• WORK TO BE COMPLETED
Across the entries below, determine how many lines include the word "image". State only the resulting number.

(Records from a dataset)

────────

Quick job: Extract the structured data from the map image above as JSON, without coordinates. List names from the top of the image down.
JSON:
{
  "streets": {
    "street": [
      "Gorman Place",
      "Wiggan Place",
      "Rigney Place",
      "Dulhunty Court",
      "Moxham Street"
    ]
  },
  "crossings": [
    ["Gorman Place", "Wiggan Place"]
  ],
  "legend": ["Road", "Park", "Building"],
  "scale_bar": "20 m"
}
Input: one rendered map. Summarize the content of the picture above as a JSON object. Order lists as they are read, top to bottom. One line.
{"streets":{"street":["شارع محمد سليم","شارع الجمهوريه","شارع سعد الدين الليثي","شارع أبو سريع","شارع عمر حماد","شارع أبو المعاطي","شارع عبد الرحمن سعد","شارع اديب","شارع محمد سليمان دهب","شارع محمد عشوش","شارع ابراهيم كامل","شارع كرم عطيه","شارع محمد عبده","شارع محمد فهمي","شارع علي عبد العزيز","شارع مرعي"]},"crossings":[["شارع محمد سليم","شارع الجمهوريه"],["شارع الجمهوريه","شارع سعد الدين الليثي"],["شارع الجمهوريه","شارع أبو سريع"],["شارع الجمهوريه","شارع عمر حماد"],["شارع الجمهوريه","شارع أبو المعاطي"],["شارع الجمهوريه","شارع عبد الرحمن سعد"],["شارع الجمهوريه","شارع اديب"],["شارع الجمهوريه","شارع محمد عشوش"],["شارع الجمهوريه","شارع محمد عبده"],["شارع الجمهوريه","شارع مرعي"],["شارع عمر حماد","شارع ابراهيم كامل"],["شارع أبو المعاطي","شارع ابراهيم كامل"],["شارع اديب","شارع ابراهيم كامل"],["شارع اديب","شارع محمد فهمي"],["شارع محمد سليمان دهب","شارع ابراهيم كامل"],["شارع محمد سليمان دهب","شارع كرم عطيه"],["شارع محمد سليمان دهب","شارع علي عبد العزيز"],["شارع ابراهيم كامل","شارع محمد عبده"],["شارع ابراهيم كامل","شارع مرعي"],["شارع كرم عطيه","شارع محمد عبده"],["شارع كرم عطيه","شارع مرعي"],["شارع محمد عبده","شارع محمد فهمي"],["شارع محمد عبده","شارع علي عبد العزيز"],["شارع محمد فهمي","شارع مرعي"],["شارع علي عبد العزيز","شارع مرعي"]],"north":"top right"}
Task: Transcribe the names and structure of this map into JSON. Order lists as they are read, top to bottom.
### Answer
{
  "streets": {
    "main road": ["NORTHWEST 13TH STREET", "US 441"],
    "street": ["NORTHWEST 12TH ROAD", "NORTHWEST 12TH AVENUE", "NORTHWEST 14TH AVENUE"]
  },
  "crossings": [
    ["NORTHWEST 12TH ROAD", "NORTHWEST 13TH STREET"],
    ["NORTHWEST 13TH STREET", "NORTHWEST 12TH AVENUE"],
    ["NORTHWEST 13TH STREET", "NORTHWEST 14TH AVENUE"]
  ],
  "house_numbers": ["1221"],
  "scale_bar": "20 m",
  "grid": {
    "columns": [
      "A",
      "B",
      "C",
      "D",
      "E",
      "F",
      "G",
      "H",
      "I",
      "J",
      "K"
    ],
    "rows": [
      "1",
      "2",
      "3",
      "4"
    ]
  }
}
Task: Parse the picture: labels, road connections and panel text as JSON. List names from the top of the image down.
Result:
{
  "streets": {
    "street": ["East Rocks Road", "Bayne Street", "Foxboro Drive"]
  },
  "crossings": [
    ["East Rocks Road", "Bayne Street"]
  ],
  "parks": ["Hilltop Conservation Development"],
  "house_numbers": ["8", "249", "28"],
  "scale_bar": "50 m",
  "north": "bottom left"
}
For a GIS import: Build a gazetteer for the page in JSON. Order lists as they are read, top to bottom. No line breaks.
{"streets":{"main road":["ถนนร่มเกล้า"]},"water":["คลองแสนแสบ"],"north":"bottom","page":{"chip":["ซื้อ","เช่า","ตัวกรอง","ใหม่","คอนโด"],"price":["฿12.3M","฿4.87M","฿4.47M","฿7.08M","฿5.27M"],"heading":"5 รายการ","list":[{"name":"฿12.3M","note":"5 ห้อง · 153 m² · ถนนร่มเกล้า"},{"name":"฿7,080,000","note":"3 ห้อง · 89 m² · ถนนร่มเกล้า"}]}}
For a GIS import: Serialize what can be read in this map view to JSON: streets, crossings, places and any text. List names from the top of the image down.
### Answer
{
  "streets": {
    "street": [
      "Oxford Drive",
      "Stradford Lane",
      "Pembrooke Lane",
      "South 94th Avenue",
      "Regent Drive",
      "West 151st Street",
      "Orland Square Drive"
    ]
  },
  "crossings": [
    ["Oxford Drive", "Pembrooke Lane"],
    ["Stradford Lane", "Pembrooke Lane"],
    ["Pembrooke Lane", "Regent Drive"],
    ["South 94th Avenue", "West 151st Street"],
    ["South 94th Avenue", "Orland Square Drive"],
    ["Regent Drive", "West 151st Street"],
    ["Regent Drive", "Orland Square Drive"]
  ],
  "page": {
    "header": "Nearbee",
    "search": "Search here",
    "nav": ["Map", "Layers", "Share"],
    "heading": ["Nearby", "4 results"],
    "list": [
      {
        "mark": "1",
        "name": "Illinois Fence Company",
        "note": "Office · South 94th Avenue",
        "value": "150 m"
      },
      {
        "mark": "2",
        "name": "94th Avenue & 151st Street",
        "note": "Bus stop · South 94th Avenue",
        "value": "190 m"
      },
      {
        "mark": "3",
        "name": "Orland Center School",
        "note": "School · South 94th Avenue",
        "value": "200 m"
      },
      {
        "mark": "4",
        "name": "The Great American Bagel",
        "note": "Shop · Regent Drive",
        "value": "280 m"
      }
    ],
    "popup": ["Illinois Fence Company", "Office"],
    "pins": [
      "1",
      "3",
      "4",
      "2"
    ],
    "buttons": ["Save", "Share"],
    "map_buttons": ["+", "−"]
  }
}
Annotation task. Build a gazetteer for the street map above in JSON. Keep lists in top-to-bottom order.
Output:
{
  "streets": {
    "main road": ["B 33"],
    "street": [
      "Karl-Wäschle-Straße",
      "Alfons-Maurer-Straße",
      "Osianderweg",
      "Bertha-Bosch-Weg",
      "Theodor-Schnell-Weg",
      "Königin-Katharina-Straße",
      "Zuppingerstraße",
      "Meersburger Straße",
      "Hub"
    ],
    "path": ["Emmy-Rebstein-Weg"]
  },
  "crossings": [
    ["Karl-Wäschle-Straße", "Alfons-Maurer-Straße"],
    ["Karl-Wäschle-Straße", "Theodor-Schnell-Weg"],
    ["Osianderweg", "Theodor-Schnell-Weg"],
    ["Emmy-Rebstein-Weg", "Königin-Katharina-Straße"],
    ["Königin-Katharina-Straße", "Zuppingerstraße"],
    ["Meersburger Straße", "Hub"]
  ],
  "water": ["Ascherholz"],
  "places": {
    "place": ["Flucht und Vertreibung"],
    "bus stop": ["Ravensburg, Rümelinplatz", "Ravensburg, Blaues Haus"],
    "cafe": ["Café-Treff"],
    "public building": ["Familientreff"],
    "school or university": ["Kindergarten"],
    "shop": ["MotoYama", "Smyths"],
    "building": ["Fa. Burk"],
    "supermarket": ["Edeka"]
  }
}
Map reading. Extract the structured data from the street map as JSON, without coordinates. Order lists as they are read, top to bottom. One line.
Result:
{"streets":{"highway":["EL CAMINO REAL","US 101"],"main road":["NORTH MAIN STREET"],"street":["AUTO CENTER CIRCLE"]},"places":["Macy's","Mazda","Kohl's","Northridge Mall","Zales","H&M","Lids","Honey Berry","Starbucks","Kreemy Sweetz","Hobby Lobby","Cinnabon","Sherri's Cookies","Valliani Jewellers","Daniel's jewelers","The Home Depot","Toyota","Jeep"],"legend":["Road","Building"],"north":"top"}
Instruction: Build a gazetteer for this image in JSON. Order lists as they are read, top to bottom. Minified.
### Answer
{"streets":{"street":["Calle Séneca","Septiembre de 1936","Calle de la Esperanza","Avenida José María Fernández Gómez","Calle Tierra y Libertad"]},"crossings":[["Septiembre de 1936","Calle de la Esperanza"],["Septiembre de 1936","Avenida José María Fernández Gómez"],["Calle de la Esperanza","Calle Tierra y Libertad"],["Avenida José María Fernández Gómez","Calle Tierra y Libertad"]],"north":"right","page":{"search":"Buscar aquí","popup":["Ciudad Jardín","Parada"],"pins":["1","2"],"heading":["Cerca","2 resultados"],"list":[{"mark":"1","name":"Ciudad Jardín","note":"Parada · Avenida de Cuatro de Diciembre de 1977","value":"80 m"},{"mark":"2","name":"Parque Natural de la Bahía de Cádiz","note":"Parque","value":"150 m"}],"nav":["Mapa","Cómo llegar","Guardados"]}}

────────

• RESULT OF THIS TASK
4